The results shown here concerning C. annuum var. aviculare, Maax iik, and the weed, e.g., D. sexangularis, and H. crispa are relevant because they demonstrate that native hosts could be reservoirs of genetic diversity for PepGMV-associated viruses. This may be important for the understanding of epidemic dynamics and evolution of the viruses under the prevailing conditions in YPM. Support for this comes from this fact: although Maax ikk plants showed mild virus symptoms when collected, the majority that tested BG positive by PCR (86.05%) turned out to be infected by the partially identified PepGMV. It is interesting to note that the genetic evidence provided here concerning a low genetic diversity within PepGMV (particularly the low nucleotide substitutions of dN/dS ratio in the CP-core gene region (CPR) analyzed) strongly suggests that a negative selective pressure (dN/dS) is operating on the gene region analyzed.

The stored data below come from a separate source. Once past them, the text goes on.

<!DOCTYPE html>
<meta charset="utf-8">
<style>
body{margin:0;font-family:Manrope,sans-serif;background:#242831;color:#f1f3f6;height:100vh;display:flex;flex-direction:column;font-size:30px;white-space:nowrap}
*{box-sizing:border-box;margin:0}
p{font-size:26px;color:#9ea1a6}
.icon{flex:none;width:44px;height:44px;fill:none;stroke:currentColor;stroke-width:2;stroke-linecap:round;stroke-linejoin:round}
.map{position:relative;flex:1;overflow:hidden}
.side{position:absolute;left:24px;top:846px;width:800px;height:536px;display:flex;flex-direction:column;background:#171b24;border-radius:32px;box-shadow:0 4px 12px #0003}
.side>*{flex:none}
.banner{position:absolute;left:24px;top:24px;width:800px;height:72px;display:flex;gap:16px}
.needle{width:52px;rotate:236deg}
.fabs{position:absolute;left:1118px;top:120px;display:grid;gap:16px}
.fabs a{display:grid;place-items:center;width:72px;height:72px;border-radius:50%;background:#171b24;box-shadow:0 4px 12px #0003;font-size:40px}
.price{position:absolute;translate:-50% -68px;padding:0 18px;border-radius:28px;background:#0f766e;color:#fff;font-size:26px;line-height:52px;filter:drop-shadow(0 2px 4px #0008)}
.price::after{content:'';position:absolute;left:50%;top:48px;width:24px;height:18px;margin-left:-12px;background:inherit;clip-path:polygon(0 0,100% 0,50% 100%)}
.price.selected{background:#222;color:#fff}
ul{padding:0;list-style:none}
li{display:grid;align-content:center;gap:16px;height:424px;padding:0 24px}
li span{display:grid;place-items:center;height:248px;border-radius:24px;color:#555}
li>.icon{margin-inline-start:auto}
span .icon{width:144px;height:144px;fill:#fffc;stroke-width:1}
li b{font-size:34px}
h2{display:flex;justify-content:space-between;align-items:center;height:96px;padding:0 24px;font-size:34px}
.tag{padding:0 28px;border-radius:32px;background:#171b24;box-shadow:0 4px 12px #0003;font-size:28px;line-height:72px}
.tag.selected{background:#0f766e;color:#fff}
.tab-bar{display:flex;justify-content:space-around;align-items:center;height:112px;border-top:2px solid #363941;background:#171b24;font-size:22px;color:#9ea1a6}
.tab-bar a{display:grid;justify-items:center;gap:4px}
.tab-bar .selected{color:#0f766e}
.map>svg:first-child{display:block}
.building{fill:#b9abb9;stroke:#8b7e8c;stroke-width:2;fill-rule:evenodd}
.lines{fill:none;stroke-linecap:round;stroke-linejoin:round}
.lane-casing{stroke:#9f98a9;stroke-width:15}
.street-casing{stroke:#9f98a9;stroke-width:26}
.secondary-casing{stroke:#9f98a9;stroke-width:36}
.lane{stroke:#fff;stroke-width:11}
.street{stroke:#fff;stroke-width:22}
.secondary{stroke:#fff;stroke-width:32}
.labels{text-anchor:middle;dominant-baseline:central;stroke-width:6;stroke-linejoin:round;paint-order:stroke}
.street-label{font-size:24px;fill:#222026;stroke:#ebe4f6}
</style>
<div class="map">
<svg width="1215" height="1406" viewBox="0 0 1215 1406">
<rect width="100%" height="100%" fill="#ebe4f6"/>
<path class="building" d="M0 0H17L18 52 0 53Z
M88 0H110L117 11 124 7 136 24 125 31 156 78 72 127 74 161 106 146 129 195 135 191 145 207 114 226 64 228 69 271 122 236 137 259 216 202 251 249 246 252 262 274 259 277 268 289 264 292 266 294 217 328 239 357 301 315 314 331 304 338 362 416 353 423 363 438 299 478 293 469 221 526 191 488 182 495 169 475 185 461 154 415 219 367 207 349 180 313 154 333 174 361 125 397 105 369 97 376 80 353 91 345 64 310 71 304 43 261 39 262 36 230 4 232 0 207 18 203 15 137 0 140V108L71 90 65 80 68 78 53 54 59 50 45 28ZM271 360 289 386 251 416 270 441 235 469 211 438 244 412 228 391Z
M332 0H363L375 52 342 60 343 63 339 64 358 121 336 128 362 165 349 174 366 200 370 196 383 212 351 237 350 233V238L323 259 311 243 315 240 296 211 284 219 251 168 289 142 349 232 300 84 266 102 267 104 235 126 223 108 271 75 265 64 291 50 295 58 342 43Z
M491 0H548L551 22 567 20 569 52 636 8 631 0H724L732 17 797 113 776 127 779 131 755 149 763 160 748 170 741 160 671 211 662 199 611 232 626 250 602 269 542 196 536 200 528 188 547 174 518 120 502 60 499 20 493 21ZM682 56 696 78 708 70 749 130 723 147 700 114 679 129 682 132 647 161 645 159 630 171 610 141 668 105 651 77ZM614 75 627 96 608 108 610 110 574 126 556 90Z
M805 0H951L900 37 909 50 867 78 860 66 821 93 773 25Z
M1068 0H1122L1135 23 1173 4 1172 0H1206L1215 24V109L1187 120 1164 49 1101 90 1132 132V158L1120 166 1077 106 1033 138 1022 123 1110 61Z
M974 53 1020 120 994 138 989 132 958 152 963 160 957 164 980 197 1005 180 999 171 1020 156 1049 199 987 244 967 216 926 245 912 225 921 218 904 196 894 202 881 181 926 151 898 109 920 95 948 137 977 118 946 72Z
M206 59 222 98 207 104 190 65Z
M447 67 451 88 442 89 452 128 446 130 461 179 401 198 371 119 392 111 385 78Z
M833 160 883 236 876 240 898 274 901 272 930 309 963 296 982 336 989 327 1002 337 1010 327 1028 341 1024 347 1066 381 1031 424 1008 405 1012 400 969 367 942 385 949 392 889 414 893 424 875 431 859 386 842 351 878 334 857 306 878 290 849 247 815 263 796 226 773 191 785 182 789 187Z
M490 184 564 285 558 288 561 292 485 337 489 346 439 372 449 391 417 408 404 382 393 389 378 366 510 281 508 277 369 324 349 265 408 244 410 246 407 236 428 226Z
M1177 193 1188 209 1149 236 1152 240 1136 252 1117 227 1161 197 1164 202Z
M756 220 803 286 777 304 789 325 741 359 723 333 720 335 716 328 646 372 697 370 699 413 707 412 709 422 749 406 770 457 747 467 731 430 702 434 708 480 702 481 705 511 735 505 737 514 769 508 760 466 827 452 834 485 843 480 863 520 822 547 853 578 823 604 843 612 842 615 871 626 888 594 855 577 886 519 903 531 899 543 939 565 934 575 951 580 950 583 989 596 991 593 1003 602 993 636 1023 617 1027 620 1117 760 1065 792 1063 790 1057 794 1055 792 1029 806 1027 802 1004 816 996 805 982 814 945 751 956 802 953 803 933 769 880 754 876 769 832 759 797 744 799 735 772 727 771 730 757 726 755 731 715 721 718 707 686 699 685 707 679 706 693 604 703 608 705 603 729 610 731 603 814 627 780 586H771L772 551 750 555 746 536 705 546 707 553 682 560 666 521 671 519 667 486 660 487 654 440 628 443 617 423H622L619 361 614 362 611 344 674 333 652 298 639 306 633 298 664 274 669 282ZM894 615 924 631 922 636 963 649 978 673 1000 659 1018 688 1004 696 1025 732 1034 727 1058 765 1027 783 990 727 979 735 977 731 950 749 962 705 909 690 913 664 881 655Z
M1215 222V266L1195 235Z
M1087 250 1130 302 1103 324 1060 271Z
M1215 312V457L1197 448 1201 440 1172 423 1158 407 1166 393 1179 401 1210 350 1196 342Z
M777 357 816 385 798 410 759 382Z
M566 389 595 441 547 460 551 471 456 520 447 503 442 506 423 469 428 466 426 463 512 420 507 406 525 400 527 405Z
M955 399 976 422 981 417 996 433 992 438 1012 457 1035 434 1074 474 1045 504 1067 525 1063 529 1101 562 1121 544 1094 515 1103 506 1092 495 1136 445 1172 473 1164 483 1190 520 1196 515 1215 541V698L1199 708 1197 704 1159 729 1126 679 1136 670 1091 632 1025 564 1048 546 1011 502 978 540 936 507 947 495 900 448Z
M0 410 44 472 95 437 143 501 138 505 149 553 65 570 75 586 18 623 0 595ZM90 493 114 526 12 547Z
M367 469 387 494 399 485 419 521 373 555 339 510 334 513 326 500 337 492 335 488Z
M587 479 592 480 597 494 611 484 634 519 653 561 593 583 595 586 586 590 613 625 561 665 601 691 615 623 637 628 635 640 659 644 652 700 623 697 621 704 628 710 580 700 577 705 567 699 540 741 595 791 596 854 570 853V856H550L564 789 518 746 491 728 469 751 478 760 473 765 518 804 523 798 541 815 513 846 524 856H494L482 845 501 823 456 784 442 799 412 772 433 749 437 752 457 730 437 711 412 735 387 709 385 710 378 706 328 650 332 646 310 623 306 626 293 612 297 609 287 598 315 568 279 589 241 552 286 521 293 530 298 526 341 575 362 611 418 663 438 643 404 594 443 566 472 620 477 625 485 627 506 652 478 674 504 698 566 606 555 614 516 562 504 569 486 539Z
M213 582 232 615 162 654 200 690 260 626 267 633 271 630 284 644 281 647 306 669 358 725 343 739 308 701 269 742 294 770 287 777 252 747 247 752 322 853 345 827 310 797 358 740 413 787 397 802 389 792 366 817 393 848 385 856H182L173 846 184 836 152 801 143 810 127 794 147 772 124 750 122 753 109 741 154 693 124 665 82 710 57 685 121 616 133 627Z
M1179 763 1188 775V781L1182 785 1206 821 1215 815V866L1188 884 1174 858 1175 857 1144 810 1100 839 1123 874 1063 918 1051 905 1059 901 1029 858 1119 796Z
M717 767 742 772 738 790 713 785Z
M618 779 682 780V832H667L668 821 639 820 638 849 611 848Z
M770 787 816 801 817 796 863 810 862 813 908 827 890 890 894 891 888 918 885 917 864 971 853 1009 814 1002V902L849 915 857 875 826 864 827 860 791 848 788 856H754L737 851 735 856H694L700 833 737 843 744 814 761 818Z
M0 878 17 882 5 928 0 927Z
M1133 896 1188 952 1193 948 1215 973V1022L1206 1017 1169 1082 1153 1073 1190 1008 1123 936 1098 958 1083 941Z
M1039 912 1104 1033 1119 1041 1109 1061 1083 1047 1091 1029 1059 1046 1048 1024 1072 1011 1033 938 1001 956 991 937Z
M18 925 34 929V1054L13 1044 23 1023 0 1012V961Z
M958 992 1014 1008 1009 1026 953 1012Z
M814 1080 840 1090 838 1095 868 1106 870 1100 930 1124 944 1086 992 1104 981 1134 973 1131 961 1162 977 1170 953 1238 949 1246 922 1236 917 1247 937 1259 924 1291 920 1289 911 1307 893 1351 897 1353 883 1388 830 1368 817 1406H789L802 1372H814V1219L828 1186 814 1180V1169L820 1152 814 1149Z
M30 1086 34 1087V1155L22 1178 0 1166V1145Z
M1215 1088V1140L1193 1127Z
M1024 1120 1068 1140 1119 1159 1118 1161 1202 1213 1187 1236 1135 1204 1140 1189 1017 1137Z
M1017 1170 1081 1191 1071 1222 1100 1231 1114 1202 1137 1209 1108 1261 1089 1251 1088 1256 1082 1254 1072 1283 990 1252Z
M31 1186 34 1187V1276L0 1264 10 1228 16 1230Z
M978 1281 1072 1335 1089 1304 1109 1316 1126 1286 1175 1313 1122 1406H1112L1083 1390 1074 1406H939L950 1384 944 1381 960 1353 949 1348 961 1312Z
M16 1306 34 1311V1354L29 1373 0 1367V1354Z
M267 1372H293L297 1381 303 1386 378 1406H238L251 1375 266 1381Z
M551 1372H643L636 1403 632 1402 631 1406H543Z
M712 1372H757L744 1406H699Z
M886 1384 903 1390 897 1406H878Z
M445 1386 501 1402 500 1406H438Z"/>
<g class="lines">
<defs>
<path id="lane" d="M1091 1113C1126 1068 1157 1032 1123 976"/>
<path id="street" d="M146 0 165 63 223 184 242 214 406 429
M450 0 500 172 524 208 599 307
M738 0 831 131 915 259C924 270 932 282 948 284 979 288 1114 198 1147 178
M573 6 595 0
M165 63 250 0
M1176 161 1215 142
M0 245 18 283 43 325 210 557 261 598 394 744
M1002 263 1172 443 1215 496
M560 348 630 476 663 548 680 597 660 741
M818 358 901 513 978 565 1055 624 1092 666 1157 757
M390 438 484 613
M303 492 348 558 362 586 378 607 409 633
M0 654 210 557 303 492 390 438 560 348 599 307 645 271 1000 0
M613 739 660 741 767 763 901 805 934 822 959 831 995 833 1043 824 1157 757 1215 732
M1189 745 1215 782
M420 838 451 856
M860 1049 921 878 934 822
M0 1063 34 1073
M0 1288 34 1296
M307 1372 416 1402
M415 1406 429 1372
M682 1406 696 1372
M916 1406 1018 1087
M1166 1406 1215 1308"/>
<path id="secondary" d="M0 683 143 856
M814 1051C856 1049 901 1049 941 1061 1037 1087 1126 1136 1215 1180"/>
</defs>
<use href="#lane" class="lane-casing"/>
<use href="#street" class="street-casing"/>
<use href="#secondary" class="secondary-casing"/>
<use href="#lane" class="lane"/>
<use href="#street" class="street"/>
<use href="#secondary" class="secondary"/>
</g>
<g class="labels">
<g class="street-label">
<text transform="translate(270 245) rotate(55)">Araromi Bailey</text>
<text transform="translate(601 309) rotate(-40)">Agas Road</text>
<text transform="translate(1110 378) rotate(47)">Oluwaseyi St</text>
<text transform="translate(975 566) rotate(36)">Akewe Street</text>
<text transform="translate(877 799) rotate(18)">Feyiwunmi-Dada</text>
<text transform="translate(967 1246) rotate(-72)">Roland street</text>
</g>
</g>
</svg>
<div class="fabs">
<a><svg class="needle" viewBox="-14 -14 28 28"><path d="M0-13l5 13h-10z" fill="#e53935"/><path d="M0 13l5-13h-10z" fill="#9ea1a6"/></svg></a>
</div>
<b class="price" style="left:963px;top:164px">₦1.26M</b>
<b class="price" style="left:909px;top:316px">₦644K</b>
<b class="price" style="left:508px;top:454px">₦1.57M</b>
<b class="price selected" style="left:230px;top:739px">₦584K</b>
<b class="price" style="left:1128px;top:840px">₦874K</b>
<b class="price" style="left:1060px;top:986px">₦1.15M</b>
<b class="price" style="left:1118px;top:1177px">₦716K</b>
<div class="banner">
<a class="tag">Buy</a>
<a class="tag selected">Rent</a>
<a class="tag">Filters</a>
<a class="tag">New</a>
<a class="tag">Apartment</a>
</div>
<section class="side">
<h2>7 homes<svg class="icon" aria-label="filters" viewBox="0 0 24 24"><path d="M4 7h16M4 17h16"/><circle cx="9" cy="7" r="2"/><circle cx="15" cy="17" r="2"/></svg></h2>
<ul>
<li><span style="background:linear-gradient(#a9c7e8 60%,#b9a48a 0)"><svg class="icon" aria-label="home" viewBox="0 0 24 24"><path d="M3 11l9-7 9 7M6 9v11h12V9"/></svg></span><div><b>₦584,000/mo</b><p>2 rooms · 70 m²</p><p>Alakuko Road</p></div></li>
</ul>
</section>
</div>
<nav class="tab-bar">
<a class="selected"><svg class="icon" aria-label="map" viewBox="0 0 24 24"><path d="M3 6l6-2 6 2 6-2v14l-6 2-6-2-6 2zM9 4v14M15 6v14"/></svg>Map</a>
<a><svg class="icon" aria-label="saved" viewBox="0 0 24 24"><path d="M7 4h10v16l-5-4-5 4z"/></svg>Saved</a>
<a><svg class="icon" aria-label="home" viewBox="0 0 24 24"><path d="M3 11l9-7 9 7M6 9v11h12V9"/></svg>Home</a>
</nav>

This is comparable to that reported for TYLCV (Font et al., 2007).
Conclusions
In this work, almost 90% of the sampled plants were positive to begomovirus, including the partially identified species of PepGMV, PHYVV, ToSLCV, TYLCV and EuMV-YP. Single infections with PepGMV predominated, representing 82.5% of the sequenced clones. Mixed infection including the PepGMV-PHYVV the PepGMV-TYLCV and the PepGMV-ToSLCV were observed in different plant species. These partial sequences provide provisional virus identification isolates in the YPM, while for definite classification and phylogenetic analyzes, complete DNA-A and DNA-B component sequences will be required.